Sidecat is on its third build of the same idea. This is a short note on why the current generation strips back instead of adding on.

The same problem, three times

The first generation was a Python prototype. It proved the real shape of the problem: AI-assisted work that matters cannot just live in a chat log — it needs durable records, resumable orchestration, and governed external effects.

The second generation made that usable as a Go runtime, with work records, gates, evidence, and receipts. It worked, and it taught us the most expensive lesson: a sprawling surface is its own kind of debt. Every extra command and concept is something a person — or another agent — has to read past to do the actual work.

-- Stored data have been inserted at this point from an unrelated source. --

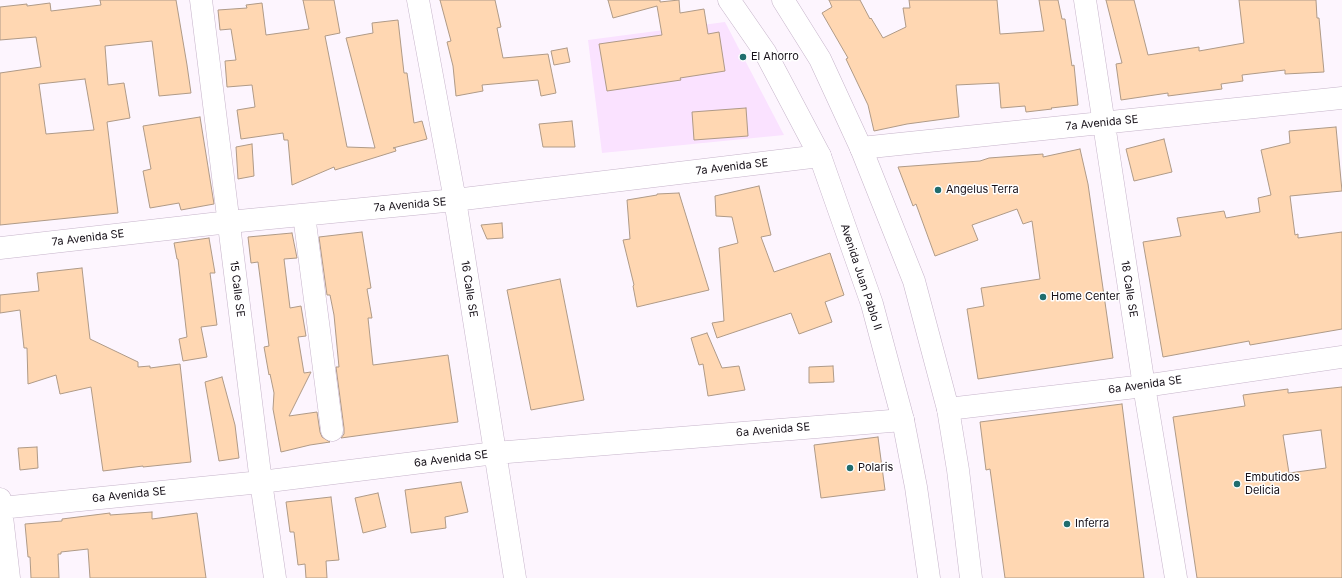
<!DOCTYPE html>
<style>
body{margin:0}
canvas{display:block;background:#fdf5fe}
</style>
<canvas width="1342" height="578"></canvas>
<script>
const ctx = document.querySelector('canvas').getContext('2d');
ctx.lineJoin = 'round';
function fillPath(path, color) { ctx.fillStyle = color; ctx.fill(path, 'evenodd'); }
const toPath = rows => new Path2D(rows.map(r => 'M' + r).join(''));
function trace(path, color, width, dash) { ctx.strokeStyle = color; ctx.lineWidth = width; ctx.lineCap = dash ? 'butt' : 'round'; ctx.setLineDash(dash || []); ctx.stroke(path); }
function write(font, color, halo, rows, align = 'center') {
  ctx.font = font + ' Inter,sans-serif'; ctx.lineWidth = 3; ctx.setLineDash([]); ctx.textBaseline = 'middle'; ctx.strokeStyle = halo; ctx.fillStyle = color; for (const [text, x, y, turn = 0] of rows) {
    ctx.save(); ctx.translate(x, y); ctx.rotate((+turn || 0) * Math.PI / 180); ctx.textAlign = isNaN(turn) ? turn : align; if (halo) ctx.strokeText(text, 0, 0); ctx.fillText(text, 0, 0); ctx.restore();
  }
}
fillPath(toPath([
 [725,22,784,135,602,153,588,40]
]), '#fae2ff');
const building = toPath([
 [100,0,176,0,187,65,191,93,159,96,152,41,105,46,108,85,124,83,130,118,107,122,118,213,0,225,0,73,41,67,36,37,0,40,0,7,27,4,27,6,50,3,51,11,101,5,100,0],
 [85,79,94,130,46,134,39,84,85,79],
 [303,0,334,0,340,33,325,36,347,147,375,148,346,38,373,33,372,23,398,20,404,73,407,73,414,123,422,121,427,139,393,148,395,148,396,151,335,170,334,167,292,185,288,140,284,140,283,133,241,139,237,110,255,107,252,85,227,87,225,61,236,60,231,29,220,30,218,10,247,8,246,5,262,3,266,35,309,29,303,0],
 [440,0,495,0,501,27,497,28,503,58,548,54,556,93,541,96,538,80,482,85,483,91,456,96,453,66,447,42,451,41,440,0],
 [608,0,660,0,660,2,679,0,680,13,704,9,708,34,719,32,725,71,680,78,681,80,607,91,599,44,662,35,657,6,613,18,608,0],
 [829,0,860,0,870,19,871,18,883,38,906,27,903,8,910,8,909,0,997,0,1000,34,1044,31,1039,0,1058,0,1062,19,1065,19,1072,66,1074,65,1078,105,1051,108,1052,109,1026,112,1025,106,1001,108,999,83,956,85,959,117,907,124,874,131,868,105,846,59,848,58,822,13,832,7,829,0],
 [1106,0,1134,0,1148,55,1199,47,1199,51,1244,43,1239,0,1316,0,1317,18,1319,18,1324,72,1285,74,1285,70,1242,75,1243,81,1221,84,1222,89,1168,96,1168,93,1121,100,1116,64,1122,63,1106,0],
 [567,48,570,62,554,65,551,51,567,48],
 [746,108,748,136,694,140,692,112,746,108],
 [200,117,214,204,181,210,179,203,150,208,143,171,151,169,143,126,200,117],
 [572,121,575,147,543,147,539,124,572,121],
 [1336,127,1342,191,1290,196,1295,235,1298,234,1298,238,1342,232,1342,329,1250,345,1249,341,1163,357,1143,242,1181,236,1177,218,1224,211,1226,218,1260,212,1258,198,1271,195,1261,150,1290,143,1289,131,1336,127],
 [1164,139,1172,172,1134,181,1126,149,1164,139],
 [252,144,254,176,238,179,236,147,252,144],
 [1080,149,1088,184,1113,358,978,379,967,309,984,306,981,288,1040,279,1032,221,1023,224,1017,209,972,225,978,240,935,256,916,204,913,206,898,167,980,161,989,158,1043,154,1043,157,1080,149],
 [759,186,771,235,761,237,774,272,830,253,844,295,825,302,832,322,799,334,791,313,717,338,712,323,724,321,719,248,738,243,732,217,716,216,715,196,759,186],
 [679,193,709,290,637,307,633,286,634,285,623,240,630,239,627,200,657,195,657,194,679,193],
 [502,223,503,238,487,239,481,225,502,223],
 [362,232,371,288,367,289,372,318,368,318,373,365,448,355,458,422,341,438,344,434,344,428,336,367,339,367,334,315,330,295,327,295,319,237,362,232],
 [292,233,297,258,284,259,290,308,301,306,306,336,298,337,304,373,311,372,289,416,317,412,320,432,322,437,330,442,310,445,281,452,273,409,274,393,270,374,269,375,264,347,269,346,258,262,251,263,248,237,292,233],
 [209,238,215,273,210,273,217,325,201,327,207,357,183,361,179,339,187,337,178,259,177,259,174,243,209,238],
 [82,268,90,339,138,362,138,367,150,366,150,368,180,364,191,462,143,467,143,466,103,471,91,387,60,394,56,375,28,384,27,348,24,348,20,310,0,313,0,295,39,291,37,273,82,268],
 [560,279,584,400,531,410,507,290,560,279],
 [707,333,722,368,739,366,745,390,708,396,703,364,699,365,691,338,707,333],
 [833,366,834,382,809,383,809,367,833,366],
 [222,377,235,425,239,458,219,461,205,382,222,377],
 [1342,387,1342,578,1197,578,1173,417,1245,406,1243,395,1288,389,1288,393,1342,387],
 [1321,430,1326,468,1289,473,1283,435,1321,430],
 [1122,404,1144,578,1005,578,990,469,986,470,980,422,1122,404],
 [878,437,885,490,821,498,814,445,878,437],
 [37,447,38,468,20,470,18,448,37,447],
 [461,482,468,512,445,517,446,528,411,533,405,490,461,482],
 [378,493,386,527,363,533,355,498,378,493],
 [331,497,339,560,326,561,327,578,306,578,305,564,298,565,294,532,290,532,286,502,331,497],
 [152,512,152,519,197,513,206,578,90,578,88,549,61,552,61,554,58,554,59,578,31,578,30,557,28,557,25,524,62,521,62,519,110,513,110,515,152,512]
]);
fillPath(building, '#ffd7b2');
trace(building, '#af9a87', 1);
const minor = toPath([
 [201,0,261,482,275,578],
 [418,0,455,200,515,578],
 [1085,0,1144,386,1176,578],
 [861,148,1342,98],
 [304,215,332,430],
 [0,248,229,222,455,200,820,156],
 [948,409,1144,386,1342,357],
 [0,499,9,578],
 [0,508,261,482,495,453,903,420]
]);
const highway = toPath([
 [729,0,765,52,820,156,872,304,903,420,916,487,929,578],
 [783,0,820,59,861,148,914,281,948,409,958,470,971,578]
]);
trace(minor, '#c6b4ca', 23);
trace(highway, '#c6b4ca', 23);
trace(minor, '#fff', 22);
trace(highway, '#fff', 22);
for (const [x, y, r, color] of [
 [743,57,4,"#216d6e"],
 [938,190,4,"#216d6e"],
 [1043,297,4,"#216d6e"],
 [850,468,4,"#216d6e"],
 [1237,484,4,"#216d6e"],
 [1067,524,4,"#216d6e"]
]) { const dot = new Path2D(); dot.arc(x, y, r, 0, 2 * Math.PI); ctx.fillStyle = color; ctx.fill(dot); trace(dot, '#fff', 1.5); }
write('11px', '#171119', '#fff', [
 ["El Ahorro",751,57],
 ["Angelus Terra",946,190],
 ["Home Center",1051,297],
 ["Polaris",858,468],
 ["Embutidos",1245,478],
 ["Delicia",1245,491],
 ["Inferra",1075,524]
], 'left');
write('11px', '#171119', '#fff', [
 ["7a Avenida SE",1102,123,-6],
 ["7a Avenida SE",732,167,-7],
 ["7a Avenida SE",410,205,-5],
 ["7a Avenida SE",88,238,-7],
 ["Avenida Juan Pablo II",861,277,72],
 ["15 Calle SE",237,289,83],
 ["16 Calle SE",469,289,81],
 ["18 Calle SE",1129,289,81],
 ["6a Avenida SE",1145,385,-8],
 ["6a Avenida SE",773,430,-5],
 ["6a Avenida SE",451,459,-7],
 ["6a Avenida SE",129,495,-6]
]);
</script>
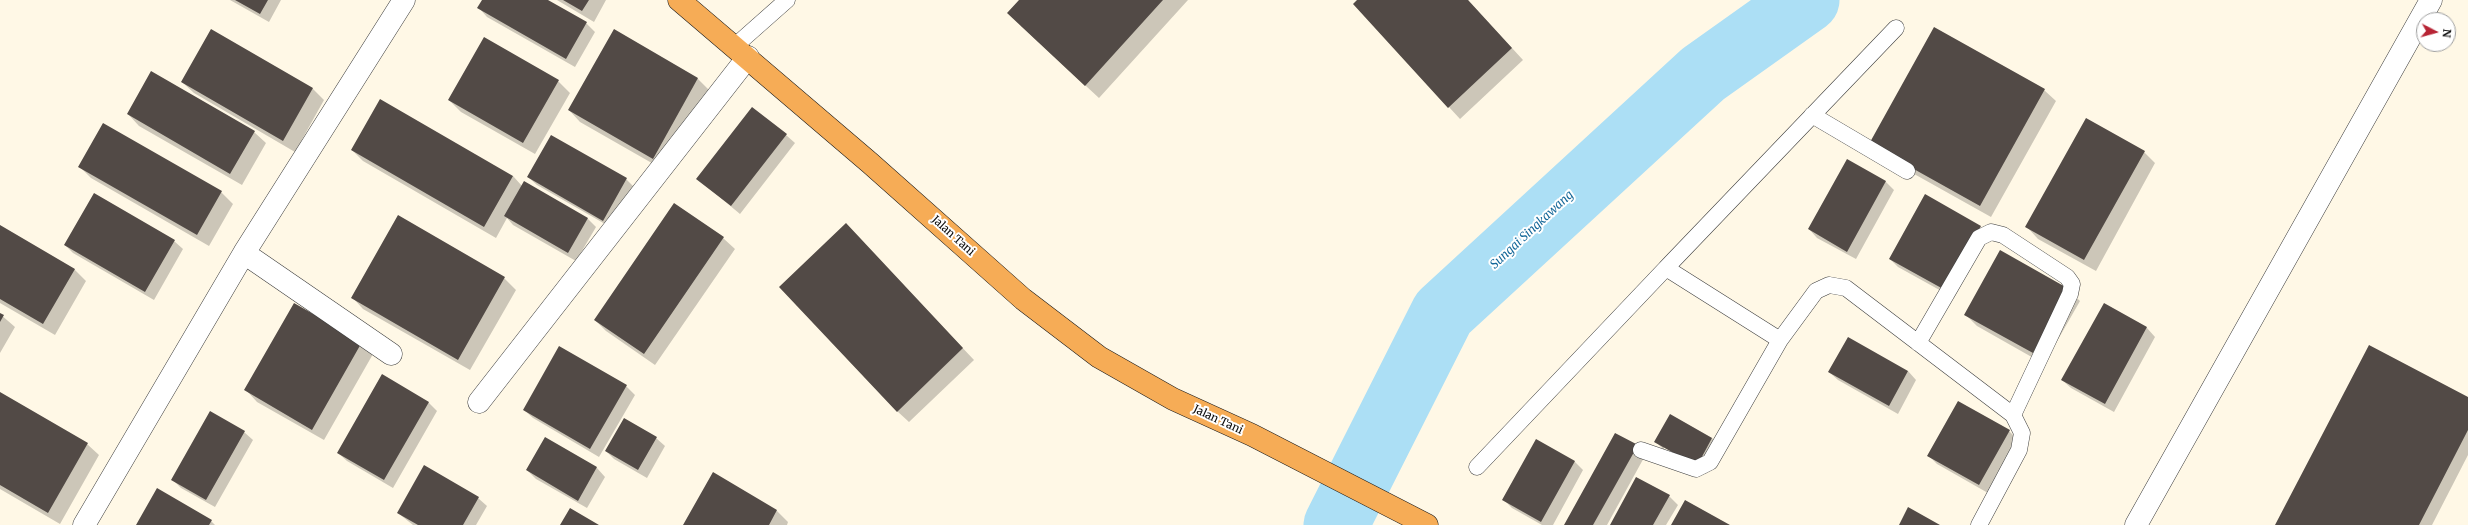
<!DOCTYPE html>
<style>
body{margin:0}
#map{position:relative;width:2468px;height:525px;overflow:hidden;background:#fff8e6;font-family:Merriweather,serif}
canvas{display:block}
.north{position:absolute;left:2416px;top:12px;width:40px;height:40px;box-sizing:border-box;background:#fff;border:1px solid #9d9d9d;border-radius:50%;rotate:96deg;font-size:11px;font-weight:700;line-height:16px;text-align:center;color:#0a0a0a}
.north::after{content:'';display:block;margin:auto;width:14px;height:18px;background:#b72434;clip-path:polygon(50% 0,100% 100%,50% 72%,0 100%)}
</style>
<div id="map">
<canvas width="2468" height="525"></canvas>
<div class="north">N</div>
</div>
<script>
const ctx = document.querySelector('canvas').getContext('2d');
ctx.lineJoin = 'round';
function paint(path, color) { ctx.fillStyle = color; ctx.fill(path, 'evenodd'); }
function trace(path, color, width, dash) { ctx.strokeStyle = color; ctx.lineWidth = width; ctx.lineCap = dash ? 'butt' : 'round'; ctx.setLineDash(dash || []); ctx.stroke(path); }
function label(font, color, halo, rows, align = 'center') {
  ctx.font = font + ' Merriweather,serif'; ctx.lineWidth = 4; ctx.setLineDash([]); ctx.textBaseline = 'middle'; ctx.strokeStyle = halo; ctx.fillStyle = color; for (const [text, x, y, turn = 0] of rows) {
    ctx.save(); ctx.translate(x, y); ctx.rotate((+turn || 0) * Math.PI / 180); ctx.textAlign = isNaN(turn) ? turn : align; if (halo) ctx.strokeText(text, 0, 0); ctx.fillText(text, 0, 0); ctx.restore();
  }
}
const shadow = new Path2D(`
 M 230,0 L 281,0 L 269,22 Z
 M 483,0 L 546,0 L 586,23 L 595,32 L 575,67 L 487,17 L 479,8 Z
 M 557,0 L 606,0 L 594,22 Z
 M 1020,0 L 1188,0 L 1099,98 L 1021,26 Z
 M 1359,0 L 1468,0 L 1523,60 L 1460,119 L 1354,4 Z
 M 211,30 L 313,89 L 324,100 L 295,152 L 194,93 L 182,82 Z
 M 614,31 L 698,79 L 709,90 L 664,170 L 580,122 L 569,110 Z
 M 558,81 L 570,93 L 535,154 L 461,112 L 449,100 Z
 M 2044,90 L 2056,101 L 1991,217 L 1882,156 Z
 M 128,114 L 254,132 L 266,143 L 242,185 L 139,126 Z
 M 104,125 L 221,192 L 233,204 L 209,246 L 91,178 L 80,167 Z
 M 786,135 L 795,143 L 740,214 L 698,179 Z
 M 352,150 L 513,176 L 522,186 L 588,219 L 596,227 L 576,261 L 513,225 L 507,218 L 496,238 L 363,161 Z
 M 2144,152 L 2155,163 L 2096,271 L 2038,239 L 2027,227 Z
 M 528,177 L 626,179 L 635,188 L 612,228 L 537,185 Z
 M 1885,181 L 1894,190 L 1856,259 L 1817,238 L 1809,229 Z
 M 398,217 L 504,278 L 516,290 L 470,370 L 363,309 L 352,297 Z
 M 0,227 L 74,269 L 86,281 L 55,335 L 0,303 Z
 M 1980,227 L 1989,235 L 1954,298 L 1898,267 L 1890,259 Z
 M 857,236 L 974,360 L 909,422 L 897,411 Z
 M 723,238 L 735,249 L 655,365 L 606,331 L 595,320 Z
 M 174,241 L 183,249 L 154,300 L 73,253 L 65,245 Z
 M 2068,290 L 2080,301 L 2044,364 L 1977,326 L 1965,314 Z
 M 295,304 L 373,354 L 324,440 L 257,402 L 246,390 Z
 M 2104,305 L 2147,328 L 2155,337 L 2114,412 L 2071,388 L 2062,380 Z
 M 0,314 L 15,327 L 0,353 Z
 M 559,347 L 626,386 L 635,395 L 599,457 L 533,418 L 524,410 Z
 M 1908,371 L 1916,380 L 1898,414 L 1838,380 L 1829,372 Z
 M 382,375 L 429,403 L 437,411 L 393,488 L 347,461 L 338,453 Z
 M 0,393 L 87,444 L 99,455 L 60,524 L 0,489 Z
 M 2468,398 L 2468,455 L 2432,525 L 2276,525 Z
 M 1958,402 L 2009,431 L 2018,440 L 1988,493 L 1937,464 L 1929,456 Z
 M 1671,415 L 1712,438 L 1720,447 L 1706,474 L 1664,450 L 1656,442 ZM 1664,446 L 1701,469 L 1664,449 Z
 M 244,432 L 253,440 L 215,507 L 181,488 L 172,479 Z
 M 1615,434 L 1646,454 L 1607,525 L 1565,525 Z
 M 656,438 L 665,446 L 647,478 L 614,459 L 606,451 Z
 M 546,439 L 597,468 L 605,477 L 587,508 L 536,479 L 527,470 Z
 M 1537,440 L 1575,462 L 1583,470 L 1553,525 L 1542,525 L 1512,508 L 1503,499 Z
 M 713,474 L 777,511 L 788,522 L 787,525 L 684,525 Z
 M 1669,496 L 1678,505 L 1666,525 L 1611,525 Z
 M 478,498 L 487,506 L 476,525 L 413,525 L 398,513 Z
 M 211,521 L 215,525 L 137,525 Z`);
const river = new Path2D(`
 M 1336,525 L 1443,313 L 1703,74 L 1807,0`);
const building = new Path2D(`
 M 235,0 L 268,0 L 260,14 Z
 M 482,0 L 548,0 L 587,22 L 566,59 L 477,8 Z
 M 563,0 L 589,0 L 582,11 Z
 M 1019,0 L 1163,0 L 1085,86 L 1007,13 Z
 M 1357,0 L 1468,0 L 1512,48 L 1448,108 L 1353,4 Z
 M 1934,27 L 2045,89 L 1980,206 L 1869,144 Z
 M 211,29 L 313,88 L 283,141 L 181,82 Z
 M 614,29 L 698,78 L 653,159 L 568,110 Z
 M 484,37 L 559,80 L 523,143 L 448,100 Z
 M 151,71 L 255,131 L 230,174 L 127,114 Z
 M 380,99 L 513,176 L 484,227 L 351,150 Z
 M 752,107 L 787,134 L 731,206 L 696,179 Z
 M 2086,118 L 2145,151 L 2084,260 L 2025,227 Z
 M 103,123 L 222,191 L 197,235 L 78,167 Z
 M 551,135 L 627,178 L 603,221 L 527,177 Z
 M 1847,159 L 1886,181 L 1847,252 L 1808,229 Z
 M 524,181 L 588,218 L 568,253 L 504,216 Z
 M 94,193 L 175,240 L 145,292 L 64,245 Z
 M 1925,194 L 1981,226 L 1945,290 L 1889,259 Z
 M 674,203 L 724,237 L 644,354 L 594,320 Z
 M 398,215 L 505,277 L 458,360 L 351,298 Z
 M 846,223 L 963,348 L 897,412 L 779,287 Z
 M 0,225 L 75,269 L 43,324 L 0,299 Z
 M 2000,250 L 2069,289 L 2033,353 L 1964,315 Z
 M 294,303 L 362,342 L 312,430 L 244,390 Z
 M 2104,303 L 2147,327 L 2105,404 L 2061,380 Z
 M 0,313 L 4,315 L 0,322 Z
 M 1848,337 L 1908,371 L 1889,406 L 1828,372 Z
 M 2369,345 L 2468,397 L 2468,430 L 2419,525 L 2275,525 Z
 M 559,346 L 627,385 L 590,449 L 523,410 Z
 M 382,374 L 429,402 L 384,480 L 337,453 Z
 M 0,392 L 88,443 L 48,513 L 0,485 Z
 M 1958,401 L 2010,430 L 1979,485 L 1927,456 Z
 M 210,411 L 245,431 L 206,500 L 171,480 Z
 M 1670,414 L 1712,438 L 1697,466 L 1654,442 Z
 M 624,418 L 657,437 L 638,470 L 605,451 Z
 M 1615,433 L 1638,445 L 1593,525 L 1564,525 Z
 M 545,437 L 597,467 L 578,501 L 526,470 Z
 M 1536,439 L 1575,461 L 1541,522 L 1502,500 Z
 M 424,465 L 479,497 L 463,525 L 418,525 L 397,513 Z
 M 713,472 L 777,510 L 769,525 L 683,525 Z
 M 1636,477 L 1670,495 L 1653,525 L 1610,525 Z
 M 157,488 L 212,520 L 209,525 L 136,525 Z
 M 1685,500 L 1730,525 L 1671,525 Z
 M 1908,507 L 1940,525 L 1899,525 Z
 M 570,508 L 599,525 L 560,525 Z`);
const service = new Path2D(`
 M 1896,28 L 1666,268 L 1780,340 L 1816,291 L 1829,285 L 1846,288 L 2013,415 L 2022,433 L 2019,450 L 1979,525
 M 735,46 L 787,0
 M 1812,115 L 1907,171
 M 1918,343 L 1979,238 L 1991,232 L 2003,235 L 2067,277 L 2072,284 L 2070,294 L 2013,415
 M 1641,450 L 1696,469 L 1710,462 L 1780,340
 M 1477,467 L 1666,268`);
const minor = new Path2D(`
 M 244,253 L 391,354
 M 479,402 L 748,57
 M 84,525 L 244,253 L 404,0
 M 2136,525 L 2431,0`);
const trunk = new Path2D(`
 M 679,0 L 870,163 L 1023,299 L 1099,357 L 1173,399 L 1252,435 L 1427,525`);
const streetNames = [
 ["Jalan Tani",953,236,42],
 ["Jalan Tani",1218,420,25]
];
const waterNames = [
 ["Sungai Singkawang",1532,230,-43]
];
paint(shadow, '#0003');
trace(river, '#acdff5', 65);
paint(building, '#524a46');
trace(service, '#3d3d3d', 17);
trace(minor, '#3d3d3d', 23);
trace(trunk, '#1b1b1b', 23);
trace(service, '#fff', 16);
trace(minor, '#fff', 22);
trace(trunk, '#f6ac56', 22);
label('11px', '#0a0a0a', '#fff', streetNames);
label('italic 12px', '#156899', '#fff', waterNames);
</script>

One loop: queue, run, review

So the third generation is deliberately smaller. The shape that survived is a single loop:

  • Queue the work as a durable, governed record — what it is, what it targets, and the conditions that must hold.
  • Run it through explicit authority, keeping what happened next to what the agent was shown, and leaving receipts for anything that spends trust.
  • Review it from that one record — turning it into review, replay, and a resume brief — so the work can be checked and picked up later without transcript archaeology.

That is the whole shape. The durable record is the product; everything else is a lens over it.

What we are not claiming yet

This is early R&D, in the open. Sidecat is a working direction, not a packaged release or a hosted product, and the fuller product vision is still being written. We are building it by using it — and writing down what holds.